▽

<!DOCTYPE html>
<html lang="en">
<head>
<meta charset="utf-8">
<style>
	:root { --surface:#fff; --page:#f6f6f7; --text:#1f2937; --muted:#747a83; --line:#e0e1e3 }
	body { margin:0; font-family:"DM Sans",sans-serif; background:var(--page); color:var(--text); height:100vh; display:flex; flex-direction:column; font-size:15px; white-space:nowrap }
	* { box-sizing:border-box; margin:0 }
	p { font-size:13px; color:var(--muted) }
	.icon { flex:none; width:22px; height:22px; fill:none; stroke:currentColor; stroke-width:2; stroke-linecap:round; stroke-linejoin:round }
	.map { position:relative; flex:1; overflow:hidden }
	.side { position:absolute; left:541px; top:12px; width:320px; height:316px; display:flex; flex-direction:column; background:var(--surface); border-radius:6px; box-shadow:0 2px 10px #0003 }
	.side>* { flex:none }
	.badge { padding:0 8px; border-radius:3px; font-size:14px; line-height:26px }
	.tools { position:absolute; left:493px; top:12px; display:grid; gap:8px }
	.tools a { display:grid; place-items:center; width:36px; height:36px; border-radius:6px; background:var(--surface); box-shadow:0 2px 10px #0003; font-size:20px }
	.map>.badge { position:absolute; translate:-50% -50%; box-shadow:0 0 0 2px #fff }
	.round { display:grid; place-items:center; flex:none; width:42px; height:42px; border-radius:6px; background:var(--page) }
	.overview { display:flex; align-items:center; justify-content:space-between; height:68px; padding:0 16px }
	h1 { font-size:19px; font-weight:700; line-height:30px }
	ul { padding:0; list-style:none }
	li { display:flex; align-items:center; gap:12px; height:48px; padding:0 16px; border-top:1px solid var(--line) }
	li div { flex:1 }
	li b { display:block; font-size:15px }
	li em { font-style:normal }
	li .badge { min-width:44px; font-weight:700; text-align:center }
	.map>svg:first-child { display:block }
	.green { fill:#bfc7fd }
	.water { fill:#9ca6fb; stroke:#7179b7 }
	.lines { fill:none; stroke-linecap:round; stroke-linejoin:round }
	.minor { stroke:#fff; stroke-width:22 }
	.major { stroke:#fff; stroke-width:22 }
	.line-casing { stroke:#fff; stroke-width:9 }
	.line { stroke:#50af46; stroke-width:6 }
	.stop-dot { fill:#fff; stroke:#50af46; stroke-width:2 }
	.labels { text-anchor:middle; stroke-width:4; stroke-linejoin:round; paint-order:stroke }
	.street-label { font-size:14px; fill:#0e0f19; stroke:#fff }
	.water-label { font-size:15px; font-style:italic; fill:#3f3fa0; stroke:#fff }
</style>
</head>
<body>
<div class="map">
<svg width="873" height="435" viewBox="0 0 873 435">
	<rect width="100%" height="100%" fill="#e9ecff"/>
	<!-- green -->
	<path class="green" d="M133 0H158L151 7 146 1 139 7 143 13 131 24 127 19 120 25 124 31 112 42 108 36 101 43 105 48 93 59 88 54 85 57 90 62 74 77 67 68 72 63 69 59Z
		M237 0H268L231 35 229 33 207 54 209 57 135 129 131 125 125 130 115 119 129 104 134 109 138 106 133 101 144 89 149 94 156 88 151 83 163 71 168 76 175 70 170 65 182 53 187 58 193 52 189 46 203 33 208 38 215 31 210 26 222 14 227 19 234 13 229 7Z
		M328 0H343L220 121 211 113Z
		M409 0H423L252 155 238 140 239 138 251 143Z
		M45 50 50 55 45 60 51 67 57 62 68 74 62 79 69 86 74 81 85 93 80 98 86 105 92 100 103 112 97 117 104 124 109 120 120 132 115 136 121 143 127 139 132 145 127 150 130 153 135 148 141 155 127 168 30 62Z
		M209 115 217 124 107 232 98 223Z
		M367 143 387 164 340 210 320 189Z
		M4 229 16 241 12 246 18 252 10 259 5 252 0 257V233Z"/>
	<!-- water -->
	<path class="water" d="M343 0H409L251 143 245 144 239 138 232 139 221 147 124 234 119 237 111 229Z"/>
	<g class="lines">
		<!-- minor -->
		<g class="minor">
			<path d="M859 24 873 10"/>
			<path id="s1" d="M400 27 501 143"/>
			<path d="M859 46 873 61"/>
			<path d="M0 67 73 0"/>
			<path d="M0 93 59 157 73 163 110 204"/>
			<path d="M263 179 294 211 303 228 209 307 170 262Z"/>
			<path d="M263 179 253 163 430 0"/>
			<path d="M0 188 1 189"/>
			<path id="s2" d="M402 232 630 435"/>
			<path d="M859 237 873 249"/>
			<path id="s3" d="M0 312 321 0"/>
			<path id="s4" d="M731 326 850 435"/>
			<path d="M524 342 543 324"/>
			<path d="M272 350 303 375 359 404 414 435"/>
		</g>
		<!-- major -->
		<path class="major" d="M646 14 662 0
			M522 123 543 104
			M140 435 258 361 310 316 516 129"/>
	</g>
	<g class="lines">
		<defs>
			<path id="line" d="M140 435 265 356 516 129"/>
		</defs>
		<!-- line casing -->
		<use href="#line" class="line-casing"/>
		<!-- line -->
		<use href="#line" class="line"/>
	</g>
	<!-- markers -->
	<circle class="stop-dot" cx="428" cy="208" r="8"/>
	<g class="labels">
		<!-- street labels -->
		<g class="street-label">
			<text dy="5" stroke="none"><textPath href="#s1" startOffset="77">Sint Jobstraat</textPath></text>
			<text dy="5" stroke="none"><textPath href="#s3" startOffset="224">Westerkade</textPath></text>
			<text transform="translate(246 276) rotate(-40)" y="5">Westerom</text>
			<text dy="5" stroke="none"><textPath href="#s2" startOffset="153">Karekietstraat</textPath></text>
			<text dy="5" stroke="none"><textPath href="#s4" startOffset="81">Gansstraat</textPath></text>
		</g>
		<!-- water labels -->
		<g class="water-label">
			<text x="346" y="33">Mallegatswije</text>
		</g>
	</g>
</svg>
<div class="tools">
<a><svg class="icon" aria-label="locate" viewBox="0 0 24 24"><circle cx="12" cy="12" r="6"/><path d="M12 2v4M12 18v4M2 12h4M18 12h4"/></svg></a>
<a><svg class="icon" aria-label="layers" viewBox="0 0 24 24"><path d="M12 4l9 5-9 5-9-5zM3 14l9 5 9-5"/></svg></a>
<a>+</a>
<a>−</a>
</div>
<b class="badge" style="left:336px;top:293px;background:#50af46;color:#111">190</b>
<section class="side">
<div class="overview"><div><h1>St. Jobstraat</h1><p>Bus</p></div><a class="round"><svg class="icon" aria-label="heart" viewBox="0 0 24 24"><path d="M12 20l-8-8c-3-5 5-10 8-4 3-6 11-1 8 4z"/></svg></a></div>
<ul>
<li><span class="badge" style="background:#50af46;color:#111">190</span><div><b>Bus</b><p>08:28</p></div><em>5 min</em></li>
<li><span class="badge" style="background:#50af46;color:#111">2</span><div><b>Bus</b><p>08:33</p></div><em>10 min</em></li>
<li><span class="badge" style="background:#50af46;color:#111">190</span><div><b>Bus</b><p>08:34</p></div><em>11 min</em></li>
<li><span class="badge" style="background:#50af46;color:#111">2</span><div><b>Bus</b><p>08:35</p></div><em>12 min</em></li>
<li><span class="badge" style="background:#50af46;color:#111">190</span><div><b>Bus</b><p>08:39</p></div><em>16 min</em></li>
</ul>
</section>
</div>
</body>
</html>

△

- **What to do**: With the first line being the one containing "background:var(--page); color:var(--text); height:100vh;" and the last line the one containing "display:grid; place-items:center; width:36px;", transcribe exactly the lines above that fall in that range.

- **Result of the task**:
	body { margin:0; font-family:"DM Sans",sans-serif; background:var(--page); color:var(--text); height:100vh; display:flex; flex-direction:column; font-size:15px; white-space:nowrap }
	* { box-sizing:border-box; margin:0 }
	p { font-size:13px; color:var(--muted) }
	.icon { flex:none; width:22px; height:22px; fill:none; stroke:currentColor; stroke-width:2; stroke-linecap:round; stroke-linejoin:round }
	.map { position:relative; flex:1; overflow:hidden }
	.side { position:absolute; left:541px; top:12px; width:320px; height:316px; display:flex; flex-direction:column; background:var(--surface); border-radius:6px; box-shadow:0 2px 10px #0003 }
	.side>* { flex:none }
	.badge { padding:0 8px; border-radius:3px; font-size:14px; line-height:26px }
	.tools { position:absolute; left:493px; top:12px; display:grid; gap:8px }
	.tools a { display:grid; place-items:center; width:36px; height:36px; border-radius:6px; background:var(--surface); box-shadow:0 2px 10px #0003; font-size:20px }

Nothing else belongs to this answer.